Owner plans to repair ‘zombie house’ in Albertson

Noah Manskar
This house at 21 Foxcroft Road was slated for demolition by the Town of North Hempstead. (Photo by Noah Manskar)

The Town of North Hempstead has delayed the demolition of an abandoned house in Albertson this week after the owner submitted plans to repair it.

A company called A&H Property Holding LTD, the owner of the house at 21 Foxcroft Road, received a town building permit on May 3 to renovate the house and bring it up to code, Carole Trottere, a town spokeswoman, said.

The so-called “zombie house” was among three the Town Board designated unsafe at its April 25 meeting and planned to tear down.

The town attorney’s office and the building department will monitor the work at the house, which has sat vacant and dilapidated during a long foreclosure proceeding, Trottere said in an email.

“The owner was advised that he either fixes the house immediately or the town will demolish it,” Trottere wrote.

A pair of workers were cleaning out the house’s garage last Friday and loading things into a truck.

The house, mostly surrounded by a chain-link fence, has boarded-up windows, a brown tarp covering the roof and missing panels of siding.

A man named Eric answered a reporter’s call to a number seen on a sign outside A&H Property Holding’s Long Island City headquarters.

Eric confirmed that he plans to fix the house and make it legal, but declined to comment further.

Ed Scott, president of the Albertson Square Civic Association, said his group first approached the town about the house about a year ago in response to residents’ complaints. He praised the building department for responding their concerns fairly quickly.

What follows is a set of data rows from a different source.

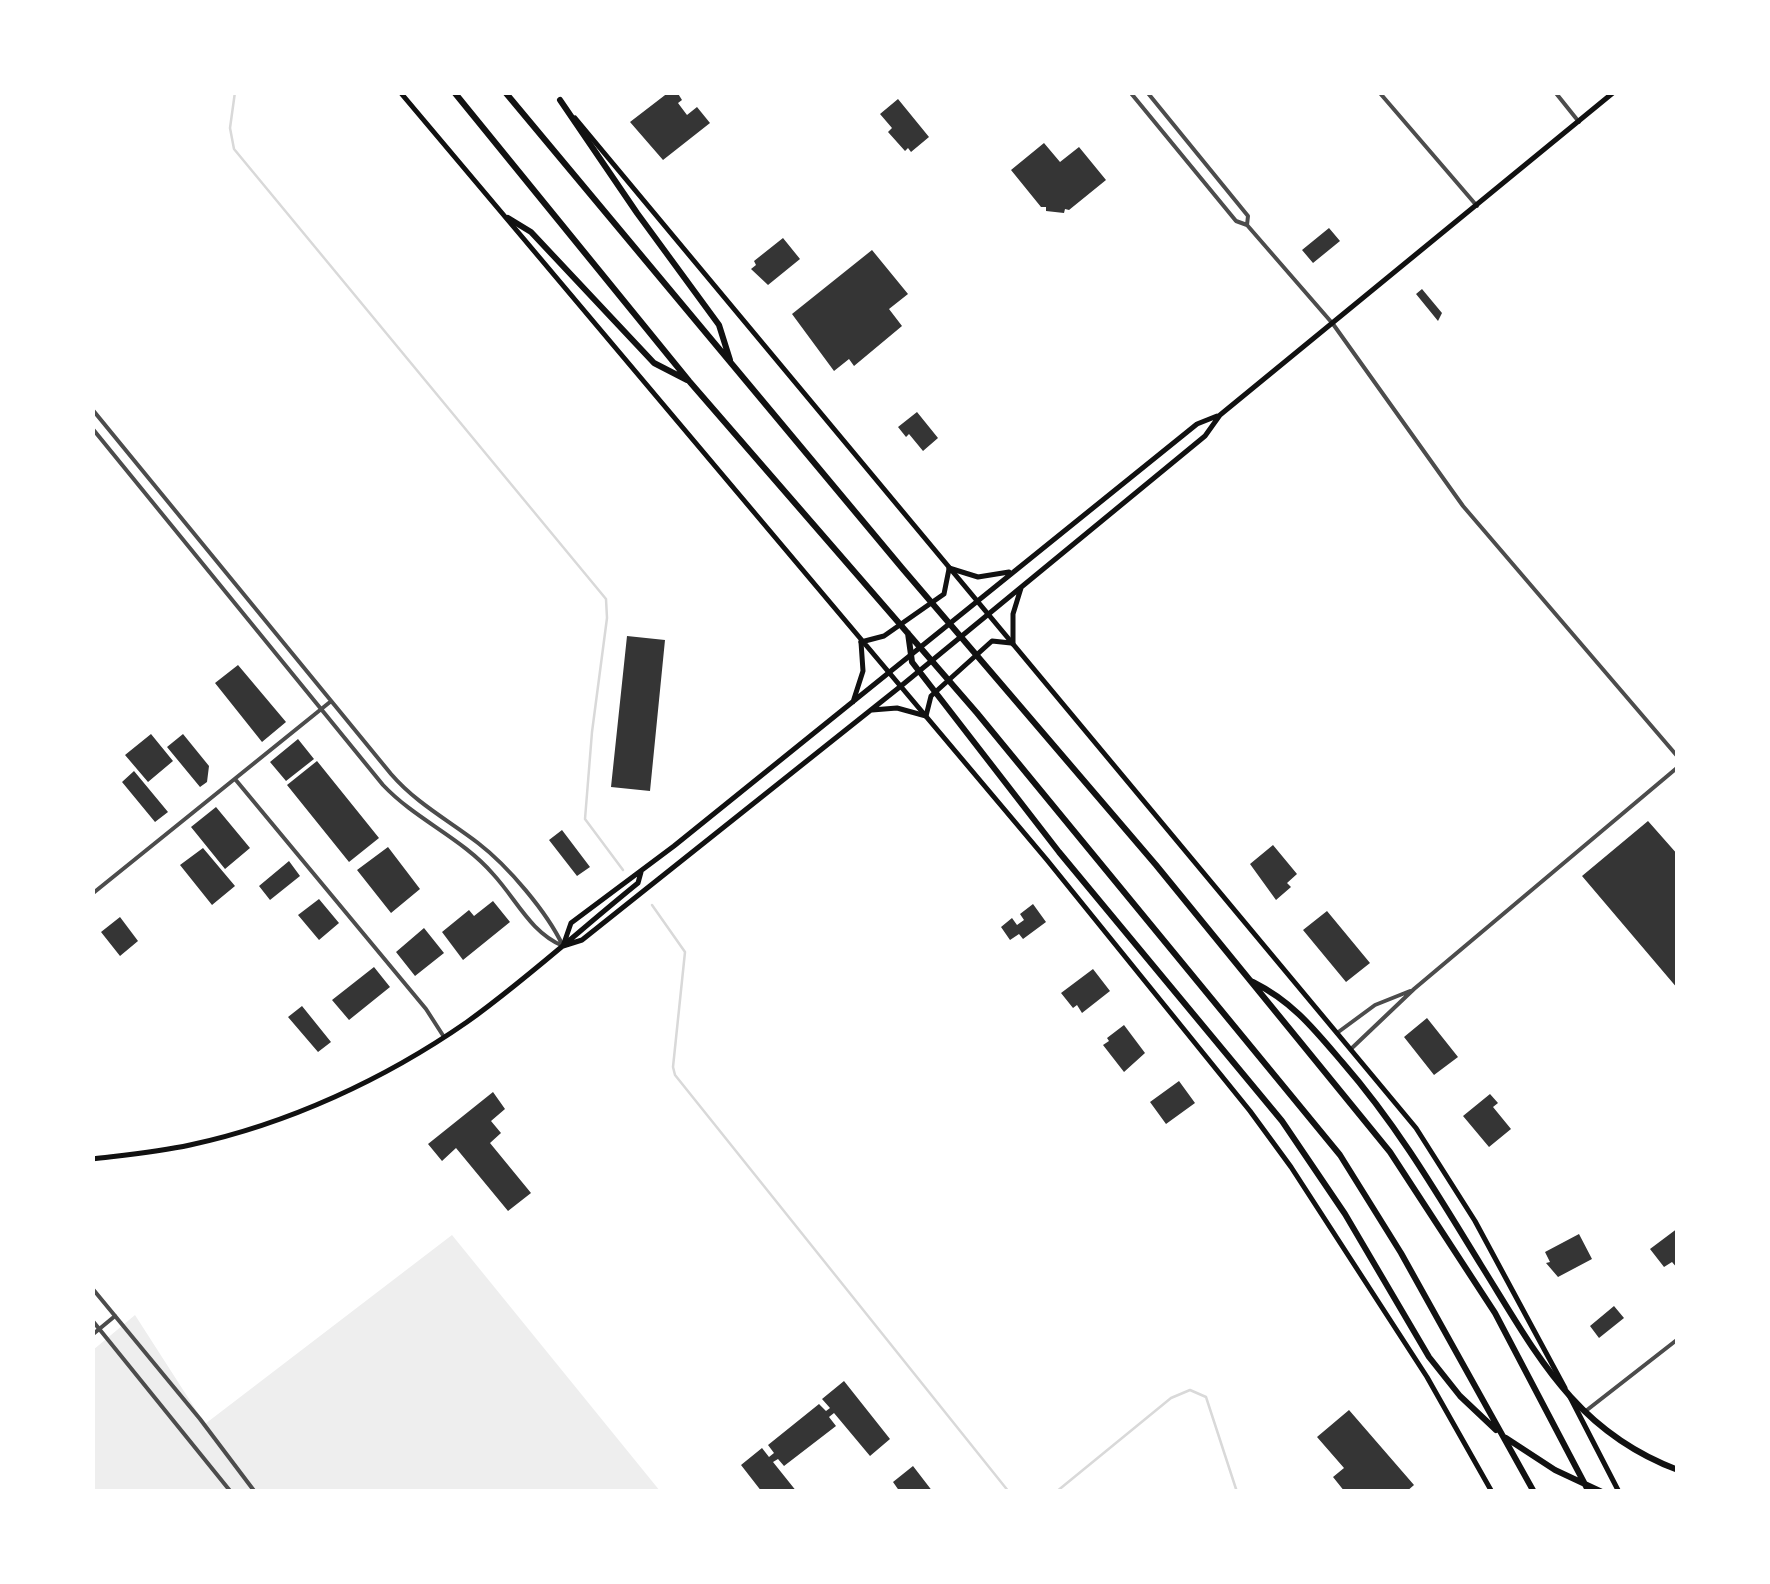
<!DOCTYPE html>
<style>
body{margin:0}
#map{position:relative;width:1770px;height:1584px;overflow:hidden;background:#fff;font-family:"PT Sans",sans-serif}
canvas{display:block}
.frame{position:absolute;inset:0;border:95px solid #fff;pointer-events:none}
</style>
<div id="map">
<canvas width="1770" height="1584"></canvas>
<div class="frame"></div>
</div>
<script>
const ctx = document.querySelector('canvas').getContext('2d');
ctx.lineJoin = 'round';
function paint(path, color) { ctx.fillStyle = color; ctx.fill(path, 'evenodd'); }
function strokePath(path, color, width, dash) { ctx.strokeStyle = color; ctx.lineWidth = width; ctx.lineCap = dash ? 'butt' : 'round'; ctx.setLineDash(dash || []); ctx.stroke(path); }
paint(new Path2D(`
 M452,1235L660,1491L93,1492V1350L135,1315L205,1424Z`), '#eee');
strokePath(new Path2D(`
 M235,92L230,128L234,149L606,599L607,618L592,732L585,819L623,870
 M652,905L685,952L673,1067L675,1075L1009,1492
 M1056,1492L1171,1398L1190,1390L1206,1397L1237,1492`), '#d9d9d9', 2.5);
paint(new Path2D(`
 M669,92H677L682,100L678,103L687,115L697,107L710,123L663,160L630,122Z
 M898,99L929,137L911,152L908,148L905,151L888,132L892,128L880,114Z
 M1044,143L1060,162L1079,147L1106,180L1069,210L1065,209L1064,213L1046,211V207H1041L1011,170Z
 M1329,228L1340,241L1313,263L1302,250Z
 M783,238L800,259L768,285L751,269L756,265L754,261Z
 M872,250L908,294L889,309L902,326L854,366L849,359L834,371L792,314Z
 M1422,289L1442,313L1438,321L1416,294Z
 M917,412L938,438L923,451L909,434L906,437L898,427Z
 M627,636L665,640L650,791L611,787Z
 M238,665L286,722L262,742L215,683Z
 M151,734L173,761L148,782L125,755Z
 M183,734L209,766L207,782L200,787L167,747Z
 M298,739L314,759L286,781L270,762Z
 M317,761L379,838L349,862L287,785Z
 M134,771L168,812L155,822L122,782Z
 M216,807L250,848L225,869L191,827Z
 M1648,821L1678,855V989L1582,876Z
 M562,830L590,867L577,876L549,840Z
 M1273,845L1297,874L1287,883L1291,887L1276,900L1250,864Z
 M388,847L420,889L391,913L357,870Z
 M203,848L235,886L212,905L180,865Z
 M289,861L300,876L270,900L259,886Z
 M319,899L339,923L319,940L298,915Z
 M493,901L510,922L463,960L442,932L469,910L474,916Z
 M1033,904L1046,922L1023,939L1019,934L1010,940L1001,927L1012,918L1017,925L1024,920L1020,914Z
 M1327,911L1370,963L1346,982L1303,930Z
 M120,917L138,941L120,956L101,932Z
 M424,928L444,953L415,976L396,952Z
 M374,967L390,987L349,1020L332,1000Z
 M1093,969L1110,991L1082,1013L1077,1005L1073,1008L1061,993Z
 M302,1006L331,1042L318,1052L288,1017Z
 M1427,1018L1458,1057L1434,1075L1404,1037Z
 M1124,1025L1145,1053L1124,1072L1103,1045L1109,1041L1107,1038Z
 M1179,1081L1195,1103L1166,1124L1150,1102Z
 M493,1092L505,1109L491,1121L501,1133L490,1143L531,1193L508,1211L456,1148L442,1161L428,1144Z
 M1490,1094L1498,1103L1493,1107L1511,1129L1489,1147L1463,1116Z
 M1678,1228V1269L1672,1262L1664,1267L1650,1249Z
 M1579,1234L1592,1259L1558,1277L1546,1263L1550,1262L1545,1252Z
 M1614,1306L1624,1318L1599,1338L1590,1326Z
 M844,1381L890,1439L870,1456L834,1413L829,1417L836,1426L784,1466L778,1459L773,1462L797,1492H762L741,1465L762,1448L769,1457L774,1453L768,1445L819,1404L826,1411L830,1408L822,1399Z
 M1349,1410L1414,1485L1406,1492H1345L1333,1477L1344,1468L1317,1437Z
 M913,1466L933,1492H900L893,1482Z`), '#353535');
strokePath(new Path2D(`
 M1130,92L1236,221L1247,225L1333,324
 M1147,92L1248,216L1247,225
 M1379,92L1477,206
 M1555,92L1579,122
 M92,409L391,774C416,803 448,820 478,843C508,866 547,912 563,946
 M92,428L383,785C416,820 462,838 493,874C517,900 530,932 563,946
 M235,779L426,1009L444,1037
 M92,894L330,702
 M1337,1033L1375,1005L1410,991
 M1352,1048L1414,989L1678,767
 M92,1335L115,1316
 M1587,1410L1678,1339`), '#4c4c4c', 4);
strokePath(new Path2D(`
 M1333,324L1463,506L1678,757
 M92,1288L200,1419L255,1492
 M92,1320L231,1492`), '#4c4c4c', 4);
strokePath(new Path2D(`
 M400,92L1047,860L1250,1111L1291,1167L1427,1377L1492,1492
 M575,118L1416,1128L1475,1221L1565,1388
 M861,642L884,636L944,594L949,569
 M926,716L931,696L992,641L1011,643
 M1570,1397L1619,1492`), '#111', 5);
strokePath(new Path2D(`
 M949,568L978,577L1009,572
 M1013,644V614L1021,588
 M853,702L863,671L861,642
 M872,710L897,708L926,716
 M563,946L582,940L901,686L1205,436L1220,415L1614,92
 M563,946L571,923L674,846L1197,424L1217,416
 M92,1159C125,1155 158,1152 190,1145C288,1124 385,1079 467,1022C527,979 581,929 638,883L641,872`), '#111', 5);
strokePath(new Path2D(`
 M454,92L689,381L977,713L1340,1155L1401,1253L1534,1492
 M505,92L902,568L1156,865L1390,1152L1495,1313L1589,1492
 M560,100L637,213L719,325L730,360
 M508,218L531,232L654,363L687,380
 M908,633L912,662L1059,852L1282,1121L1345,1214L1429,1357L1460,1396L1496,1430
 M1253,982C1293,1002 1314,1029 1343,1063C1397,1125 1438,1195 1481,1265C1536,1353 1574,1431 1678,1470
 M1506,1438L1555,1470L1602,1492`), '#111', 6);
</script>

Whether the house is repaired or demolished, Albertson residents just want the property to meet the standards of others in the hamlet, Soctt said.

“If this is what it took to finally get him [the owner] to do it, then that’s great,” Scott said. “As long as the job’s getting done.”

The town plans to demolish two other zombie houses in Westbury that the Town Board voted to mark unsafe.

North Hempstead was among 76 municipalities that won grants from state Attorney General Eric Schneiderman’s office last year to help address problems with zombie houses.

The town will use some of the $159,000 grant to focus on foreclosure prevention with educational programs, including one on June 20 at the Yes We Can Community Center in New Cassel.

“It is our hope that this early outreach will help not only the homeowners who are facing difficulties in paying their mortgages, but their surrounding communities as well,” town Supervisor Judi Bosworth said in a statement.